**The problem**
Copy out the whole listing exactly as given. Skip the pictures.

^^^^^^^^

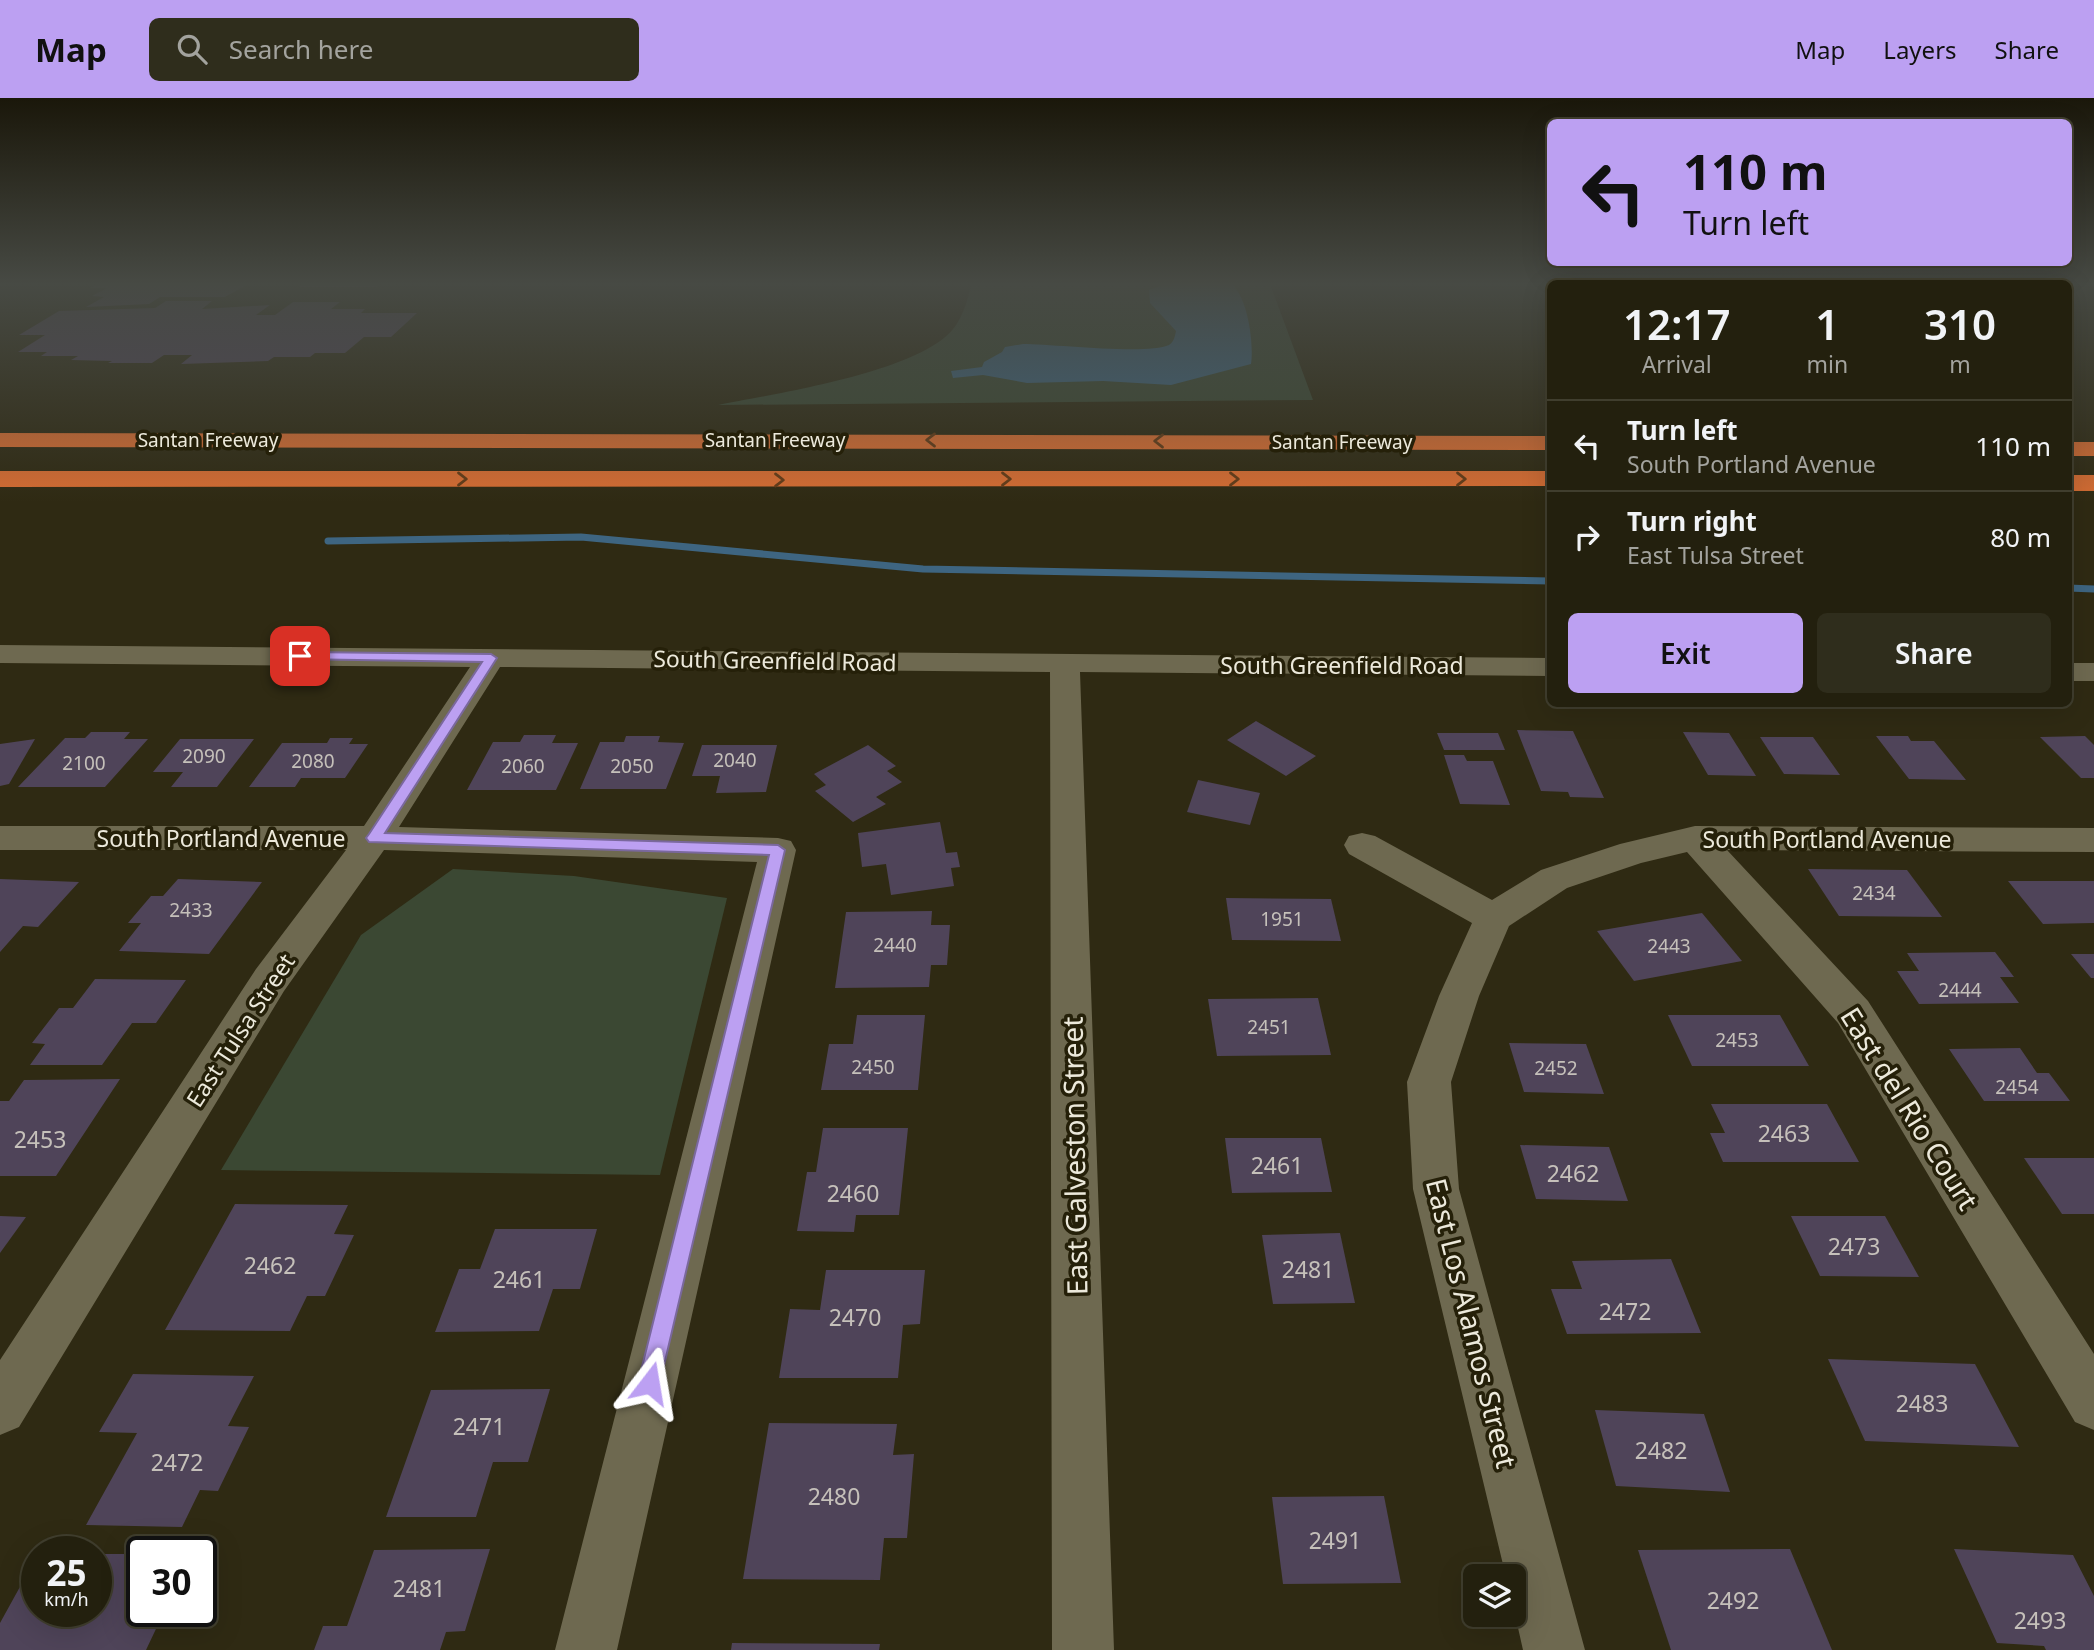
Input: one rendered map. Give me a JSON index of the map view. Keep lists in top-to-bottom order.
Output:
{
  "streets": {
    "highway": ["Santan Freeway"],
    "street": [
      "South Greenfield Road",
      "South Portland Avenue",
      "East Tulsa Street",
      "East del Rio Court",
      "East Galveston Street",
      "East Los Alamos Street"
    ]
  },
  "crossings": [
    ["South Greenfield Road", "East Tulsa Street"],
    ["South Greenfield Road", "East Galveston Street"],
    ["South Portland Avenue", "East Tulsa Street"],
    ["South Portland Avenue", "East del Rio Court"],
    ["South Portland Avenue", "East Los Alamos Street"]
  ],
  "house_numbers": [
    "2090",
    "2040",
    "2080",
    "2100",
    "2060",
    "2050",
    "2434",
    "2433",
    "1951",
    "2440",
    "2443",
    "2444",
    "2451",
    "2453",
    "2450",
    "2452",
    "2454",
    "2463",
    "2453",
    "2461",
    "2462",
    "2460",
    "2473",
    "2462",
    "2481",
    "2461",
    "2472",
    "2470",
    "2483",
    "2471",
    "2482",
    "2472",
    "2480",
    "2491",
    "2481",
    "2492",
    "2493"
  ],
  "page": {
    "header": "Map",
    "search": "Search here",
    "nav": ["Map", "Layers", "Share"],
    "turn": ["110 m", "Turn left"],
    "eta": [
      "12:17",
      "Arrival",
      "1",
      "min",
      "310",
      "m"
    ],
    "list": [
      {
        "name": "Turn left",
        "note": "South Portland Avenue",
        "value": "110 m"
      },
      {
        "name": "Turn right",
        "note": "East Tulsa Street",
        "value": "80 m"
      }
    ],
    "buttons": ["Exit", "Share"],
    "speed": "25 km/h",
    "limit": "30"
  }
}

^^^^^^^^

**Output of the exercise**
Input: one rendered map. Give me a JSON index of the map view. Keep lists in top-to-bottom order.
Output:
{
  "streets": {
    "highway": ["Santan Freeway"],
    "street": [
      "South Greenfield Road",
      "South Portland Avenue",
      "East Tulsa Street",
      "East del Rio Court",
      "East Galveston Street",
      "East Los Alamos Street"
    ]
  },
  "crossings": [
    ["South Greenfield Road", "East Tulsa Street"],
    ["South Greenfield Road", "East Galveston Street"],
    ["South Portland Avenue", "East Tulsa Street"],
    ["South Portland Avenue", "East del Rio Court"],
    ["South Portland Avenue", "East Los Alamos Street"]
  ],
  "house_numbers": [
    "2090",
    "2040",
    "2080",
    "2100",
    "2060",
    "2050",
    "2434",
    "2433",
    "1951",
    "2440",
    "2443",
    "2444",
    "2451",
    "2453",
    "2450",
    "2452",
    "2454",
    "2463",
    "2453",
    "2461",
    "2462",
    "2460",
    "2473",
    "2462",
    "2481",
    "2461",
    "2472",
    "2470",
    "2483",
    "2471",
    "2482",
    "2472",
    "2480",
    "2491",
    "2481",
    "2492",
    "2493"
  ],
  "page": {
    "header": "Map",
    "search": "Search here",
    "nav": ["Map", "Layers", "Share"],
    "turn": ["110 m", "Turn left"],
    "eta": [
      "12:17",
      "Arrival",
      "1",
      "min",
      "310",
      "m"
    ],
    "list": [
      {
        "name": "Turn left",
        "note": "South Portland Avenue",
        "value": "110 m"
      },
      {
        "name": "Turn right",
        "note": "East Tulsa Street",
        "value": "80 m"
      }
    ],
    "buttons": ["Exit", "Share"],
    "speed": "25 km/h",
    "limit": "30"
  }
}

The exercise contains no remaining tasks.